# Idea for a decoy, here kitty, kitty, kitty.....



## specialpatrolgroup (Jan 16, 2009)

I have heard of Coyotes eating house cats that have access to the outdoors (pet door, barn cats). I have also heard of people using dogs as decoys\lures, I was wondering if anyone has tried using a cat as a decoy, or if you think it would work.


----------



## Fallguy (Jan 23, 2004)

People using dogs are using dogs that are trained to lure the coyote in closer for a shot.
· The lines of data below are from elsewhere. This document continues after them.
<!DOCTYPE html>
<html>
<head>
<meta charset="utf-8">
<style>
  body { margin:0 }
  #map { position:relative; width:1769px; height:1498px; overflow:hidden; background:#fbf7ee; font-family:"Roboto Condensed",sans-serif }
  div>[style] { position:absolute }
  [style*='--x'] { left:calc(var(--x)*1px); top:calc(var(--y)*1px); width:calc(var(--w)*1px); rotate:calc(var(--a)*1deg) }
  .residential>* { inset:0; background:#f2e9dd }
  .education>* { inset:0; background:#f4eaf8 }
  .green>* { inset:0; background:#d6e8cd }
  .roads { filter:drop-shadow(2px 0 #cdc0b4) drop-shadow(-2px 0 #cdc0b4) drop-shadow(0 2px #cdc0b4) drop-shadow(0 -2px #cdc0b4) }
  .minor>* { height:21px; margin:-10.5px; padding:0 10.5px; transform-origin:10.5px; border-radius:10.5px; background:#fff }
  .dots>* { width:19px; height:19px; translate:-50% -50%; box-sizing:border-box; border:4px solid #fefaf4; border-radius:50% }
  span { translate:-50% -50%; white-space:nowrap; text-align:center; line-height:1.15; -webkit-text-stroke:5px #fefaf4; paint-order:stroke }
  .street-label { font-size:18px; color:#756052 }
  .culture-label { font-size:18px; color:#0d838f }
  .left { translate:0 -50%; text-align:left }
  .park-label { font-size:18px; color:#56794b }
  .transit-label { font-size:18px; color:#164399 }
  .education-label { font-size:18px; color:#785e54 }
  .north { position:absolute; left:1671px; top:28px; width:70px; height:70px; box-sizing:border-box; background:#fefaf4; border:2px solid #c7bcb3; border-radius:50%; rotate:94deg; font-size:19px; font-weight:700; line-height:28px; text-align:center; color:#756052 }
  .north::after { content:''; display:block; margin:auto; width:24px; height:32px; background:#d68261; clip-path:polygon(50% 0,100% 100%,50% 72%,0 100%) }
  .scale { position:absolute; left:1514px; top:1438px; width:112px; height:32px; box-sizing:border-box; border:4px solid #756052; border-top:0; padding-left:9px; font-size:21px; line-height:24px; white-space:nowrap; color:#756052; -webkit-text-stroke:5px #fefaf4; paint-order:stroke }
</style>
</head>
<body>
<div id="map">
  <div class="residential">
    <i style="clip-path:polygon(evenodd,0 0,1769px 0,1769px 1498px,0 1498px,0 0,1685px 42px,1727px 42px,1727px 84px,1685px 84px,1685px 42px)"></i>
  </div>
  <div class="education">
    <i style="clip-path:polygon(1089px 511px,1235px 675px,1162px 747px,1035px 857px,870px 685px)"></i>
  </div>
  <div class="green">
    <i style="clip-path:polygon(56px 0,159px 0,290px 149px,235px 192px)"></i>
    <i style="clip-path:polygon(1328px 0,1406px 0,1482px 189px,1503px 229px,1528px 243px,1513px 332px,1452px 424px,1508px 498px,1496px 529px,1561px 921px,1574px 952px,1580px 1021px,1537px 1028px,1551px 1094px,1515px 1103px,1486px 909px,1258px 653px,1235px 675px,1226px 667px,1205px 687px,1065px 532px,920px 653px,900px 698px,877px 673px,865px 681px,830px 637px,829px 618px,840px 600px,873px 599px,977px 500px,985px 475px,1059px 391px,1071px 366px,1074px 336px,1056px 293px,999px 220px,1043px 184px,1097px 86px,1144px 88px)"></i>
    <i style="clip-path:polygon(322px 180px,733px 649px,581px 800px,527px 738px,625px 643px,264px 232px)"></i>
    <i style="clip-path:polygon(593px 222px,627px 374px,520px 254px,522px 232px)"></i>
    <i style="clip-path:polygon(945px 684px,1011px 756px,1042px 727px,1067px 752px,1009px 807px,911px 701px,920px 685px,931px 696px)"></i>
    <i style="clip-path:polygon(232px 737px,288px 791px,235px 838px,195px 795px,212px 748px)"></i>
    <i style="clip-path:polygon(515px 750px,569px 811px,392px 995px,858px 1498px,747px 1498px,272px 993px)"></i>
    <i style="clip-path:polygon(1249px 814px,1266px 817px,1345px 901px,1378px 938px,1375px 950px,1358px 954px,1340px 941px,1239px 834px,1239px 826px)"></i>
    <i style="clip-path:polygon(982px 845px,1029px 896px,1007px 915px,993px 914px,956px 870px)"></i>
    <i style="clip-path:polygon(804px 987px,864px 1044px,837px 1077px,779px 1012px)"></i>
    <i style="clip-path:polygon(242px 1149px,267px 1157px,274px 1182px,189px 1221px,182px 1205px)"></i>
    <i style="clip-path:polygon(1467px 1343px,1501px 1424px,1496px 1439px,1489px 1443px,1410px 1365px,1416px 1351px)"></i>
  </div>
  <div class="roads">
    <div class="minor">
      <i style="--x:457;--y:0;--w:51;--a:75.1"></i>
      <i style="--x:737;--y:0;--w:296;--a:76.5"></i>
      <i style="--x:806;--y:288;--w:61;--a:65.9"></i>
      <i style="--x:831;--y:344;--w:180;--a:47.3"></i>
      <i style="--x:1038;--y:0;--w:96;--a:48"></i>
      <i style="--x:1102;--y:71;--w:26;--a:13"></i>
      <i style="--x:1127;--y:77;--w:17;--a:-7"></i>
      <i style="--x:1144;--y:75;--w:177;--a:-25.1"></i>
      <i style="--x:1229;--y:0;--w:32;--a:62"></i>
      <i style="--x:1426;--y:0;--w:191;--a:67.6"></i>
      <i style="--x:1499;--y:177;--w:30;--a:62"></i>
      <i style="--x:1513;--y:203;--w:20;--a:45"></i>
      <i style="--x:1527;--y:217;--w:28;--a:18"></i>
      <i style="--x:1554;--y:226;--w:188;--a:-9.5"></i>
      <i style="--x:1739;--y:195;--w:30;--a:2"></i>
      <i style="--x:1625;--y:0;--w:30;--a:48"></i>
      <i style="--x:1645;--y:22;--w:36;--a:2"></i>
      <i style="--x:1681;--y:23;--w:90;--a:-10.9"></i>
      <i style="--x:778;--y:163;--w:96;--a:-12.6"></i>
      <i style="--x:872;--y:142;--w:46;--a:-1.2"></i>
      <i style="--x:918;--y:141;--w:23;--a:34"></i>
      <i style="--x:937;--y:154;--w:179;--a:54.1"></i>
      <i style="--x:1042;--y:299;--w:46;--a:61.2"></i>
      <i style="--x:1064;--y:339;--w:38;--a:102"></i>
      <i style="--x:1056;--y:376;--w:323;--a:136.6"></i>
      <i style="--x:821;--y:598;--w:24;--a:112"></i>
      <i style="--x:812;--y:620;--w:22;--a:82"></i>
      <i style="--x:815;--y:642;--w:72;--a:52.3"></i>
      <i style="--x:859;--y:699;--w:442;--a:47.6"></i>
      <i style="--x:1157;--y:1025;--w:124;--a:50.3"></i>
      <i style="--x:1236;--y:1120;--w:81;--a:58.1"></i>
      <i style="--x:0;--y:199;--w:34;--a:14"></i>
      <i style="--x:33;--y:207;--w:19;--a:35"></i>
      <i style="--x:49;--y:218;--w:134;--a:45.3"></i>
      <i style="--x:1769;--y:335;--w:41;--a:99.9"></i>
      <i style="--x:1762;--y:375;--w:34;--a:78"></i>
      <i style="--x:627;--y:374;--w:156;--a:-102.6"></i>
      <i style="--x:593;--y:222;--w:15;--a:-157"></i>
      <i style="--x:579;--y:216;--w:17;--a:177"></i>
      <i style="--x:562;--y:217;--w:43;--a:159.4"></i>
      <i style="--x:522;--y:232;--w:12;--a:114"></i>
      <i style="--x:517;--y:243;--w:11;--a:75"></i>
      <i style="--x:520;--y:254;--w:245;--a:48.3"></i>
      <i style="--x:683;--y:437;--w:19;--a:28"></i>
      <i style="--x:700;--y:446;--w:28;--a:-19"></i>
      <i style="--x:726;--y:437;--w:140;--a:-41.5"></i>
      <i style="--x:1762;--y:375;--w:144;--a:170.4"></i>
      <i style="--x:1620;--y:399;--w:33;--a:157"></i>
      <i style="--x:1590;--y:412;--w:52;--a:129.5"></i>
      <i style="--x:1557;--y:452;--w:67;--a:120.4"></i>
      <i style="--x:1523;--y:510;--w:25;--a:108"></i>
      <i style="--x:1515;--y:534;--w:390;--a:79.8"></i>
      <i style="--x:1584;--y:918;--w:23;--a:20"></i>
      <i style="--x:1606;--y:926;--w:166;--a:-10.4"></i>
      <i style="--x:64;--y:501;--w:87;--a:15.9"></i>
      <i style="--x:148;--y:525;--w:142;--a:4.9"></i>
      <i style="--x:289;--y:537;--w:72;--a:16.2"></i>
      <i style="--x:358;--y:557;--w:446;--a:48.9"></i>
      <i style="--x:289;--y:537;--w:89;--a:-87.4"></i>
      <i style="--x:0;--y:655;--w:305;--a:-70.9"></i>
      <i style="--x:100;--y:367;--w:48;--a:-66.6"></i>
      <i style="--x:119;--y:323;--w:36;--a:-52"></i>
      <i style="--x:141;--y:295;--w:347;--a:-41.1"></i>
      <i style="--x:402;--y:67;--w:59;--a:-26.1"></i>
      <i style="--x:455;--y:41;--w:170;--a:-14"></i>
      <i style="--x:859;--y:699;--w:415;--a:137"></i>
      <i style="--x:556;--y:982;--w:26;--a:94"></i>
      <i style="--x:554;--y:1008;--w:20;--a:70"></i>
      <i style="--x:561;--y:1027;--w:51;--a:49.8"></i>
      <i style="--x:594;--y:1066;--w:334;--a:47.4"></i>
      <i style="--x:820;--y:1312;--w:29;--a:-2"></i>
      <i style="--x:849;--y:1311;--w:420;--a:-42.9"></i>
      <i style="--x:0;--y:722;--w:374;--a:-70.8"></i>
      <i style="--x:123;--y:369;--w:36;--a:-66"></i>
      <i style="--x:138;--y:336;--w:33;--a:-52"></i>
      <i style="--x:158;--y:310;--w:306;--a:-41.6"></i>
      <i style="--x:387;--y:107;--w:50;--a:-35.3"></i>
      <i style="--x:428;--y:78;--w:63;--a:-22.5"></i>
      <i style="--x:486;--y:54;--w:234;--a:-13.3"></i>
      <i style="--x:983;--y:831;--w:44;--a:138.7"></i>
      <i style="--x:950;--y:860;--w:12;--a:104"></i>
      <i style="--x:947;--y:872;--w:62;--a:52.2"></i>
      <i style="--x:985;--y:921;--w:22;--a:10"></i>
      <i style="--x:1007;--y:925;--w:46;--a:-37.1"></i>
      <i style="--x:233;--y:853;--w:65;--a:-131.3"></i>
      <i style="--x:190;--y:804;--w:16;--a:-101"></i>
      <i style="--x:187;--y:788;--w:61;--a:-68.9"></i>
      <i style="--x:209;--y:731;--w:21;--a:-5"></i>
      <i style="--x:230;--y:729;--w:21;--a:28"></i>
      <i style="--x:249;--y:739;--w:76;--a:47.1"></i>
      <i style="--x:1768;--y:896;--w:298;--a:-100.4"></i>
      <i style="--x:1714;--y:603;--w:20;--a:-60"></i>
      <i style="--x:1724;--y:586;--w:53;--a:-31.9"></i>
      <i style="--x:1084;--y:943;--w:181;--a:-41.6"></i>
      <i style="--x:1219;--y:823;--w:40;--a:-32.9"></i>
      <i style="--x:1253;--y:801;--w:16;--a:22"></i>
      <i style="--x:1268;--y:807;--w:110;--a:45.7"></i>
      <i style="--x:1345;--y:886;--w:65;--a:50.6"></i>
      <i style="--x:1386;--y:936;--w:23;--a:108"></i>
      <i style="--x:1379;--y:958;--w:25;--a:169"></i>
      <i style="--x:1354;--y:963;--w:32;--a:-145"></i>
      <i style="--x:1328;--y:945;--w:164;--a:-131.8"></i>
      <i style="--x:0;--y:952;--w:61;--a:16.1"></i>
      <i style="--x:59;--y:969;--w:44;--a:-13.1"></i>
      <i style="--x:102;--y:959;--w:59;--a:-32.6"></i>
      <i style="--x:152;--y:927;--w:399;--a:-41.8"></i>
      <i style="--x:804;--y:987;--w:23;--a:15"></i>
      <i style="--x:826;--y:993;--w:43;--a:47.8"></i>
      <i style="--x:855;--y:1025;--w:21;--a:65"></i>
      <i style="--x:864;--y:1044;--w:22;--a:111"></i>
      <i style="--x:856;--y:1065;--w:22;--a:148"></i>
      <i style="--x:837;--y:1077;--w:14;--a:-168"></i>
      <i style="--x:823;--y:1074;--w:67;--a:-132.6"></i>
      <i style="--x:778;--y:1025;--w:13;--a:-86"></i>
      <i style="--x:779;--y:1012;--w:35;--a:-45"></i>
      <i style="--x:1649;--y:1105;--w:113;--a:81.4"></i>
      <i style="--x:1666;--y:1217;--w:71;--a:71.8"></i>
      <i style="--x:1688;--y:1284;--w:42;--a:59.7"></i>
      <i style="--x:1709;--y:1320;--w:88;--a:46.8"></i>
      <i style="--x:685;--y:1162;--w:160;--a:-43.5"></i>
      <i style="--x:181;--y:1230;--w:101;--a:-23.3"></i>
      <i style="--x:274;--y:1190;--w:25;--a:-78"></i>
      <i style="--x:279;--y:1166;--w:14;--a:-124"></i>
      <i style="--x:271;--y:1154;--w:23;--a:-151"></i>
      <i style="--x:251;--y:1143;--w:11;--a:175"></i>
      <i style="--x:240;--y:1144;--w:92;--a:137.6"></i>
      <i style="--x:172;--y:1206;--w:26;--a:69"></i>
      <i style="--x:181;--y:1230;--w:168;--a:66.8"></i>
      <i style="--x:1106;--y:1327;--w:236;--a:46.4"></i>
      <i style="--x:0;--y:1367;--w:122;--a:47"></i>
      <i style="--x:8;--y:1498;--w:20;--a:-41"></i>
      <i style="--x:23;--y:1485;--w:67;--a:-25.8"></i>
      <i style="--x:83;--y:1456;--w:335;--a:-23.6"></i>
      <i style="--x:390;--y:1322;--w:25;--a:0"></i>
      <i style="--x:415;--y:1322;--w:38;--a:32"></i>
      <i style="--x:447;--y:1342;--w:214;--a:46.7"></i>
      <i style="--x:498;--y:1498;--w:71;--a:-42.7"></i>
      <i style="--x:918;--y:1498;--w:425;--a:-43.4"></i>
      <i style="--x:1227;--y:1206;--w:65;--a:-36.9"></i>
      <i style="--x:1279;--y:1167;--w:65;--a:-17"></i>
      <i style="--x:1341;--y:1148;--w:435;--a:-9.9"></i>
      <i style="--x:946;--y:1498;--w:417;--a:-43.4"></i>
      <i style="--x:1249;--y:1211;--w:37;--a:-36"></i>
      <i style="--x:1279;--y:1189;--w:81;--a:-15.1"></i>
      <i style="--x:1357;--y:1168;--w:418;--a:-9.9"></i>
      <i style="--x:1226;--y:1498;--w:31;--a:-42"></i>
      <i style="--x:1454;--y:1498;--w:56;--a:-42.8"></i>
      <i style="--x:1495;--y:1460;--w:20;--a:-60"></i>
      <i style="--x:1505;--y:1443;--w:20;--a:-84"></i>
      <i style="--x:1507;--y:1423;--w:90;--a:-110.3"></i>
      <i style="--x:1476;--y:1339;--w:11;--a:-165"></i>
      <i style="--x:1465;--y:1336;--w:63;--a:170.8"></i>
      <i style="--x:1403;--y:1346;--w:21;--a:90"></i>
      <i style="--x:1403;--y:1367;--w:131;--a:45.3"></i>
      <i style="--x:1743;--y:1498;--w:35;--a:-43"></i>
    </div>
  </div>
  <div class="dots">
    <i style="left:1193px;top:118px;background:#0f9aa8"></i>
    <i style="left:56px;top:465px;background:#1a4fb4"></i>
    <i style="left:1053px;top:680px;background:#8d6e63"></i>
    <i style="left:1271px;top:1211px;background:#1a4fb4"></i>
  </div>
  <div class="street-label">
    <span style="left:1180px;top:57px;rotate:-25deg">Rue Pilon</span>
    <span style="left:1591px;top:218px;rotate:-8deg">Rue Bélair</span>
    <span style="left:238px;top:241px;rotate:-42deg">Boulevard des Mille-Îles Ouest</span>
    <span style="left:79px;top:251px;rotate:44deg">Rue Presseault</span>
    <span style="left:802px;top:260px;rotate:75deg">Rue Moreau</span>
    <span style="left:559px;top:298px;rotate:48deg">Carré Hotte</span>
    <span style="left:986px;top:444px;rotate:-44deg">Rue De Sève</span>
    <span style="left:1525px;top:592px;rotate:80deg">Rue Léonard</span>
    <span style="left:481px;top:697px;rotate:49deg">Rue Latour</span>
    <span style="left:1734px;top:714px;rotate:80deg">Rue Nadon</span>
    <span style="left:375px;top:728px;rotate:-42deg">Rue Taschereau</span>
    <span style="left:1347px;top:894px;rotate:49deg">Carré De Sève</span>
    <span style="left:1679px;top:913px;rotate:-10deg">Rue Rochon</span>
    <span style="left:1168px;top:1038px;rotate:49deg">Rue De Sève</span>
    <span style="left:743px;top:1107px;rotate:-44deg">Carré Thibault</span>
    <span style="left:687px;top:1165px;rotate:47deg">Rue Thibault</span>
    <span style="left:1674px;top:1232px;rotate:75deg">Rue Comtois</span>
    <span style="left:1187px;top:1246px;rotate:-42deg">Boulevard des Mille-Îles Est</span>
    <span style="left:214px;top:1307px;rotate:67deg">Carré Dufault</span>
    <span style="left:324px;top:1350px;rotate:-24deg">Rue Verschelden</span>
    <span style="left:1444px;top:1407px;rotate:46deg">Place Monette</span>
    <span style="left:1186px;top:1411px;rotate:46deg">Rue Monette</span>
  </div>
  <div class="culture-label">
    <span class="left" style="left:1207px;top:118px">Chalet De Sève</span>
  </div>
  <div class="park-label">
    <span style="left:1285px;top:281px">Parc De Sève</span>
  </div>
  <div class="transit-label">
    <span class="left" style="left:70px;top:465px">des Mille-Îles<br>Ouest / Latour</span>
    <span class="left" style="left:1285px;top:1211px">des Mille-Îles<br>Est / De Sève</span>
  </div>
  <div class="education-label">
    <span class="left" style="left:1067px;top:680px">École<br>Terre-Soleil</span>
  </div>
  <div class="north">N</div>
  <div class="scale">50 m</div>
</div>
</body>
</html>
I don't think a cat is smart enough to train that way, so I'd say no.

I could be biased though, as I hate cats.


----------



## specialpatrolgroup (Jan 16, 2009)

I was thinking more of putting them in a cage, or tying the leash to a post, just to make noise and stink up the place. I know my a cat that would make noise like crazy if it thought it was locked outside. I am not a cat fan either, but maybe there is one use for them.


----------



## bearhunter (Jan 30, 2009)

the cat woulld'nt make it to the set-up. KITTY SKEET is way to much fun !!!!PULL :sniper:


----------



## blhunter3 (May 5, 2007)

A guy could always stuff a cat and use that as a decoy.


----------



## alleyyooper (Jul 6, 2007)

On the local new last spring some one came across a cat that had been tied to a tree with wire to lure youtes in. The law was called who set up a blind of their own and caught to two guys.
The judge really put the hurt on them with a year in jail each a $2500.00 fine each under the crulety to animals state law.
Before you use a live animal I would check to see what the laws are.

 Al


----------



## jmillercustoms (Dec 11, 2007)

............they gotta take the fun out of everything! :eyeroll:

on a side note my parents have live geese that honk like crazy all the time my dad said last year he had snow geese circling the place, i was thinkin it'd be cool to put them out in the middle of a field this spring surrounded by cattle panels so they couldnt escape (they're to fat to fly!) and just set up layout blinds around them......I am sure this is illegal but damn itd be fun to do it once


----------



## Fallguy (Jan 23, 2004)

Even though I don't like cats if you decide to tether up a cat as bait I may have to drive to your town and do some dominating. That is just childish and stupid, not to mention illegal.

Don't let this thread get out of hand boys! :eyeroll:


----------



## alleyyooper (Jul 6, 2007)

Maybe sort of off topic then again I don't know?
I walked into a gun shop to buy a new rifle I was told was in stock there over the phone. When I got there all they had was the one with a tupper wear stock. I told the sales guy to forget it I wanted the wood stock. He goes into the speal about wood warping and all that crap to try to get me to buy that rifle.

 Sorry to say he pushed my button. Wood stock rifles and guns killed a bunch of game long befor tupper wear stocks ever came along. A whole passle of deer have been shot by hunters before baiting became such a rage. Thousands upon thousands of ducks and gees we shot before decoys of plastiac were the rage.

The thing is hunting can and was enjoyable long before baiting & decoying useing live animals. Matter of fact most game laws aginest useing live animals for baiting came about because of the market killer (refuse to use the term hunters for them.) slobs.

 Al


----------



## Goose Guy350 (Nov 29, 2004)

yotes really like a cat whenever they can get one, twice this past fall I came out of the house and looked towards the horse barn which is about 80 yards from the house only to see a yote sitting down about 6 feet away from the door on the barn staring up into the rafters watching our barn cat. I'm pretty sure it was the same coyote both times, I see him on the farm quite a bit and it has a rusty coloration to him.

I'm not much of a predator hunter but I really enjoy reading on this forum, thanks guys for all the information and interesting stories


----------



## SDHandgunner (Jun 22, 2004)

I know a guy that did just what you are talking about. He used fishing line tied to the cats tail to tether it. Well he bragged out his prowess in outsmaring whiley old coyote. A few weeks passed and I asked the guy if he was still using the illegal practice of using live bait to attract Coyotes.

He said NO and had a story to tell. He didn't have anything close buy to tether the cat to one day so he tied it to his ankle. Everything was going good until the Coyote snuck up behind out hunter. Well the cat saw the Coyote, got scrared and jumped up on top of it's masters head and peeded all over. He said that was the last time he used the cat.

Larry


----------



## MossyMO (Feb 12, 2004)

SDHandgunner
I love it, thanks for sharing !!!

alleyyooper
Nothing wrong with Tupperware to seal the deal, as wood does warp with humidity changes..... I own both; and I have no problem with nicks and scratches in my "Tupperware" (I can always put new wood on them if I want them to look good enough for the state fair).


----------



## Fallguy (Jan 23, 2004)

SD

Good story that guy deserved what he got.


----------